Through improved estimation, QEMRL permits the wealth of information in diffusion PDF's to be more fully explored and utilized to assess microstructure in both healthy and diseased tissue. QEMRL improves the accuracy and reliability of PDF's derived from q-space by accounting for the Rician noise properties in magnitude images. Specifically, while the Rician bias at low SNR causes the PDF's computed with the Bi-Exp method to be artificially narrow (Fig. 2), QEMRL produces PDF's that more closely resemble the true PDF. Outlier rejection and stable numerical optimization reduce the impact of imaging artifacts and result in increased empirical q-space PDF reliability. Incidentally, QEMRL estimates a projection of PDF's onto a finite basis set, which has a physical interpretation as the mixture of diffusion compartments and may be useful as a biomarker for micro-structural changes. For example, the GM heterogeneity in the RMSD images seen in the posterior dorsal horns compared to the dorso-lateral anterior horn would not be apparent if the RMSD were derived from the FWHM (Fig. 3). With QEMRL, future studies may employ measures of Gaussianity beyond RMSD, such as kurtosis. These contrasts may be indicative of cytoarchitecture and structure within the GM, for example, due to differing WM concentrations related to merging of the dorsal root collaterals. Additionally, analysis of q-space data with QEMRL improves reliability of estimation process, which may allow acquisition at higher spatial resolution images that provide contrasts at an equivalent SNR to current techniques.

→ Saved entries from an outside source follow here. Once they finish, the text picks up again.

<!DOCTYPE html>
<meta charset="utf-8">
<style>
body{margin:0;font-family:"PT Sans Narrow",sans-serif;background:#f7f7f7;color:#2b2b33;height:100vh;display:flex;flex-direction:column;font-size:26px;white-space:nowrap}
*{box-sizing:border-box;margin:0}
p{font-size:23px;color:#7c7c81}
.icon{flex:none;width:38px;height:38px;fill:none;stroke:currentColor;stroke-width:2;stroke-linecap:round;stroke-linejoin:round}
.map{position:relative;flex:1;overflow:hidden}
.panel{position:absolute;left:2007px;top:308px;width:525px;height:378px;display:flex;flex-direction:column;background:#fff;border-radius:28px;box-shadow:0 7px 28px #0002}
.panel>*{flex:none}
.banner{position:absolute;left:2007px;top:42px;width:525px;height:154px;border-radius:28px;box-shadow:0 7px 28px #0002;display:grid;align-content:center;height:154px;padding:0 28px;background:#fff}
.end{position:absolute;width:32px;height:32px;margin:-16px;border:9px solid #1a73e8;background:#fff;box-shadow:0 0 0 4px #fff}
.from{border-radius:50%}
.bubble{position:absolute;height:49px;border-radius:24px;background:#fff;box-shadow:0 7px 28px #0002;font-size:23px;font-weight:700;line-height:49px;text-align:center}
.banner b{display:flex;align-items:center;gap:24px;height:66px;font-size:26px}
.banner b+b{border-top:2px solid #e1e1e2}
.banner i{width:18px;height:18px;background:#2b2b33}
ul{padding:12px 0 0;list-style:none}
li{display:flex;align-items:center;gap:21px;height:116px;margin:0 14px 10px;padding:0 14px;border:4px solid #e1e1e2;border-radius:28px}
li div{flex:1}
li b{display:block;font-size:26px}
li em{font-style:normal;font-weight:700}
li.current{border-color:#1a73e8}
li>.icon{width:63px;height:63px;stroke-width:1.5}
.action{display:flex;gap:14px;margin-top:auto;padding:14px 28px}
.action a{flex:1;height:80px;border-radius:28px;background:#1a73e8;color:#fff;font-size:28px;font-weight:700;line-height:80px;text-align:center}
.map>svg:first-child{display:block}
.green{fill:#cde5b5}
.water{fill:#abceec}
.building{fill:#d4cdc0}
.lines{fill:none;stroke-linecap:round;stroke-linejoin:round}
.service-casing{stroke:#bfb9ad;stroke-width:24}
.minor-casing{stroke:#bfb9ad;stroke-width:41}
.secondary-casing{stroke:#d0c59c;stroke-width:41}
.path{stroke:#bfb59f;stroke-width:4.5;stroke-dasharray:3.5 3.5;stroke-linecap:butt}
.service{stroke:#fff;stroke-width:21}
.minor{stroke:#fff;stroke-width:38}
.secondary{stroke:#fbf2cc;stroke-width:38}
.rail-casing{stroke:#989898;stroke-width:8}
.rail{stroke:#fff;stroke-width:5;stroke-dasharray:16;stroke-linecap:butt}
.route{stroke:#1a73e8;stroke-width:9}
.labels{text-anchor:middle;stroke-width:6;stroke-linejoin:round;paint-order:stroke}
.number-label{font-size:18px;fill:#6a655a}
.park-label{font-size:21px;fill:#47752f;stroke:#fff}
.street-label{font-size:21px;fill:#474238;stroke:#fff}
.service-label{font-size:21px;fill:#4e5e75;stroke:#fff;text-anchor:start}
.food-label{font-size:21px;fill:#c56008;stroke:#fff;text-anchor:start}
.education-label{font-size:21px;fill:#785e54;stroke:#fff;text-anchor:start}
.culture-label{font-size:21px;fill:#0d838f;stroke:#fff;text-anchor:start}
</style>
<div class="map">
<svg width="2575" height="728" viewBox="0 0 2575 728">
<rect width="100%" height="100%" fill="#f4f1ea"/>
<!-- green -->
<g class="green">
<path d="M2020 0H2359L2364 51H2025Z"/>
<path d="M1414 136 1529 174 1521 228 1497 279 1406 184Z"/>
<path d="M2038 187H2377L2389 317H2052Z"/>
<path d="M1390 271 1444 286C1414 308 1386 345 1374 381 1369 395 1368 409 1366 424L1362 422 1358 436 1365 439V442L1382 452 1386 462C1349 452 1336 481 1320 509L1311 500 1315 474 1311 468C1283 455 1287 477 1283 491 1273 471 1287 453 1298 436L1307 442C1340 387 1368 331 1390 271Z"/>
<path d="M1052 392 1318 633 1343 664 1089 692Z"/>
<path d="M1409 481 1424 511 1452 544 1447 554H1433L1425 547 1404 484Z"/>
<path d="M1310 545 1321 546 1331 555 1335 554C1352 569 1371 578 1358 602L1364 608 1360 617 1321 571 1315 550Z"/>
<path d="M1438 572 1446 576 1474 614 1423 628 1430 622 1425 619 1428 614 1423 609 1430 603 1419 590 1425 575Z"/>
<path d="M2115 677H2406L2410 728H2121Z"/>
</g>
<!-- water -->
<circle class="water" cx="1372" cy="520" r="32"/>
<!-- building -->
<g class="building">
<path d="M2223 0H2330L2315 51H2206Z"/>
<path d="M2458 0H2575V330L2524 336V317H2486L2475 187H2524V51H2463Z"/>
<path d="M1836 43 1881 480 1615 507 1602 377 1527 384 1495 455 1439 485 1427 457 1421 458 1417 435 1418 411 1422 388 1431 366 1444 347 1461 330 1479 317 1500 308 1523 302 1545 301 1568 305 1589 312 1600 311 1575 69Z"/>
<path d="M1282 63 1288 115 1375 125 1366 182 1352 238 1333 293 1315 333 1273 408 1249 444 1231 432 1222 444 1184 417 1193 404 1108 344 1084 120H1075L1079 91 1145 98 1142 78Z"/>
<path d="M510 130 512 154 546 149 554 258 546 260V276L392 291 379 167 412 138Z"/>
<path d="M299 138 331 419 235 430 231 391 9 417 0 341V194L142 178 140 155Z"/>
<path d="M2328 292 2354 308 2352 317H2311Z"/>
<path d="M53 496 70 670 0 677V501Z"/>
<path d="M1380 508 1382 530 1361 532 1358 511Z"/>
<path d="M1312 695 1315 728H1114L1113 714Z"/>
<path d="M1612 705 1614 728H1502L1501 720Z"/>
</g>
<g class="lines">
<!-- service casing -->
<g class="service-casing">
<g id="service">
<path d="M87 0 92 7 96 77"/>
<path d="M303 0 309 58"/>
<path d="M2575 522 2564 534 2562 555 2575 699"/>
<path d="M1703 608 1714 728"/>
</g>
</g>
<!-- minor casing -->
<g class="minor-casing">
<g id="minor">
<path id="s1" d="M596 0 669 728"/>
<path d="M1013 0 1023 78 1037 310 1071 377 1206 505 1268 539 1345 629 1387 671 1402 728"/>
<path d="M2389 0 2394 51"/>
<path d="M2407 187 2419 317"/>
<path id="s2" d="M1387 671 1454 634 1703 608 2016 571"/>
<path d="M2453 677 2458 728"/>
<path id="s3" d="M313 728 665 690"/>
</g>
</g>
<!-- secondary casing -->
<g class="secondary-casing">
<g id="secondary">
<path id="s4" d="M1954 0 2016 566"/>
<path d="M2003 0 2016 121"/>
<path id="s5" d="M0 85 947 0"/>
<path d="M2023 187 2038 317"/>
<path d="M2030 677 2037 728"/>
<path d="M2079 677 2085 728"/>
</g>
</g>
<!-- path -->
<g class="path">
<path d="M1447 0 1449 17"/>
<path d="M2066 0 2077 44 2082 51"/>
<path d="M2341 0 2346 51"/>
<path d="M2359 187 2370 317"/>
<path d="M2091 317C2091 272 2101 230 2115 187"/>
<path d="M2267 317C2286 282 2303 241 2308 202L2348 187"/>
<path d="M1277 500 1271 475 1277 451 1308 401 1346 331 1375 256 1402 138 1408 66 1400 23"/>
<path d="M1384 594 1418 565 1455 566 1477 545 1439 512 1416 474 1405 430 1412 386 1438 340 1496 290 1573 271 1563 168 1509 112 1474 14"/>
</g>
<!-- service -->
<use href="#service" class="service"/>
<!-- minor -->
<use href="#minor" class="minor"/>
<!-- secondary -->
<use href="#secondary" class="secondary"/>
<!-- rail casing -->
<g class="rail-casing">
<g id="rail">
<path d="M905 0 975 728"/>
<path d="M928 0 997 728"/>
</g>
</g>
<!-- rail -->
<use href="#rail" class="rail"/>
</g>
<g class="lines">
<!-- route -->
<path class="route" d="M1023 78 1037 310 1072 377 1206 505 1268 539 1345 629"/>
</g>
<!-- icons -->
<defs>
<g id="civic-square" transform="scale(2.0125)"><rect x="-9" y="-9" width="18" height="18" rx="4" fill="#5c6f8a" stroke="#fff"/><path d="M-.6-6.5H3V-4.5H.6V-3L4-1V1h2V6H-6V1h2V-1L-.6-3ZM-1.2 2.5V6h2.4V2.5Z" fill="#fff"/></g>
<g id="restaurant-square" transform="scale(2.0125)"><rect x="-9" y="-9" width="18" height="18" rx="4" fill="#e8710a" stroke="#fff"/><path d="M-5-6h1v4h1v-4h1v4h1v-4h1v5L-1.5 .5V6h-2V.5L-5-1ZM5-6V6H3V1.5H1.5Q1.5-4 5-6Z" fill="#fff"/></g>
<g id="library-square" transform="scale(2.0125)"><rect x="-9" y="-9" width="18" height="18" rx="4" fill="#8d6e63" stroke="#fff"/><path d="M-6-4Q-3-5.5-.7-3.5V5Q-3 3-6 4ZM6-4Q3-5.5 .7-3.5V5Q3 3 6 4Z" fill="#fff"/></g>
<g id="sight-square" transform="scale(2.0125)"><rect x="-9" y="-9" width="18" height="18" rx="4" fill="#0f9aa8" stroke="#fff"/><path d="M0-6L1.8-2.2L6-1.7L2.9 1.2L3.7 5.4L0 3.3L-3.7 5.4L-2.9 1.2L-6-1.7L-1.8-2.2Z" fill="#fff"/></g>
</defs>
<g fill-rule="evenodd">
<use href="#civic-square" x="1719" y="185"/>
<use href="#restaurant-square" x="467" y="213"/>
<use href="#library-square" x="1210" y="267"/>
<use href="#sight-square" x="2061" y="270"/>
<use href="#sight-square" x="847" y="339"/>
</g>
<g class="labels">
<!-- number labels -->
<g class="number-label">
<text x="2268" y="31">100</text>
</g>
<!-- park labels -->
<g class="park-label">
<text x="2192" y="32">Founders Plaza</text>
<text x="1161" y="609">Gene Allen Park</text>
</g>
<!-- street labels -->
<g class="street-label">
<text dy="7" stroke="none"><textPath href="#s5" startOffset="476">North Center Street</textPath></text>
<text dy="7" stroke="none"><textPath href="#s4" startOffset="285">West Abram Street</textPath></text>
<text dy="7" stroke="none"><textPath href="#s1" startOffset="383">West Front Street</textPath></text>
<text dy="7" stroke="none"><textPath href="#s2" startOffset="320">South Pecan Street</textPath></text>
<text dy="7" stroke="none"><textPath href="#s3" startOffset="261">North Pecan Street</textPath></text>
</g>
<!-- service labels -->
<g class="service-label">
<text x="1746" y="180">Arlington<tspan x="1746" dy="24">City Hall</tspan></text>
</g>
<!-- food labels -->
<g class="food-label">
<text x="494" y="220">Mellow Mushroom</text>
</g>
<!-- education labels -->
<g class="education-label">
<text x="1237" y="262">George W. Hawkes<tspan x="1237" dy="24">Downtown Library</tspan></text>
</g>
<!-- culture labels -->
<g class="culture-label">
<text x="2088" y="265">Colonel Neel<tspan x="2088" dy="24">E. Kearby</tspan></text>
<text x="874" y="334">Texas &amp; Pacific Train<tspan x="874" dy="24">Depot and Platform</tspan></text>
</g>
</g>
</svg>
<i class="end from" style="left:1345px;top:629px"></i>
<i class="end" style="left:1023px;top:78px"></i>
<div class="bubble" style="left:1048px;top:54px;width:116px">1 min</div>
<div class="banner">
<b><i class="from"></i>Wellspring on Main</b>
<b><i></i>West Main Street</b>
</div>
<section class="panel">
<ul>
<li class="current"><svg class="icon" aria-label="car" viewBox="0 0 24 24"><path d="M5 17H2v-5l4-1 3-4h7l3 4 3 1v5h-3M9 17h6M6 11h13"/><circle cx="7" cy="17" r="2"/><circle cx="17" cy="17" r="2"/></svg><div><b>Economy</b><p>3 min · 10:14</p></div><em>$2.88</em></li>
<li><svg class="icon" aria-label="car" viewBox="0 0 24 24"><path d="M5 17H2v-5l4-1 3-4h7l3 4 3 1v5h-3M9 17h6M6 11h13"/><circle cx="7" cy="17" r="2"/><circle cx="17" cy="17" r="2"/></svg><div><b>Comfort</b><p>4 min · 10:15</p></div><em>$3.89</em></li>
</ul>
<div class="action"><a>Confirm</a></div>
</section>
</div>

PDF's for water diffusion can be measured in vivo in the spinal cord, and are sensitive to tissue damage caused by MS. These PDF's contain a wealth of information (beyond the typically reported P0 and FWHM) and reveal interesting and subtle properties of the biophysical diffusion restriction environment. There is visual and quantitative heterogeneity in the spinal cord, which may be indicative of substructure within WM and GM. Further histological and theoretical validation will be necessary to determine if it is possible to attribute specific observations of PDF's to intra-voxel compartments (i.e., substructural differences) or to partial volume effects (i.e., mixtures of WM and GM within voxels).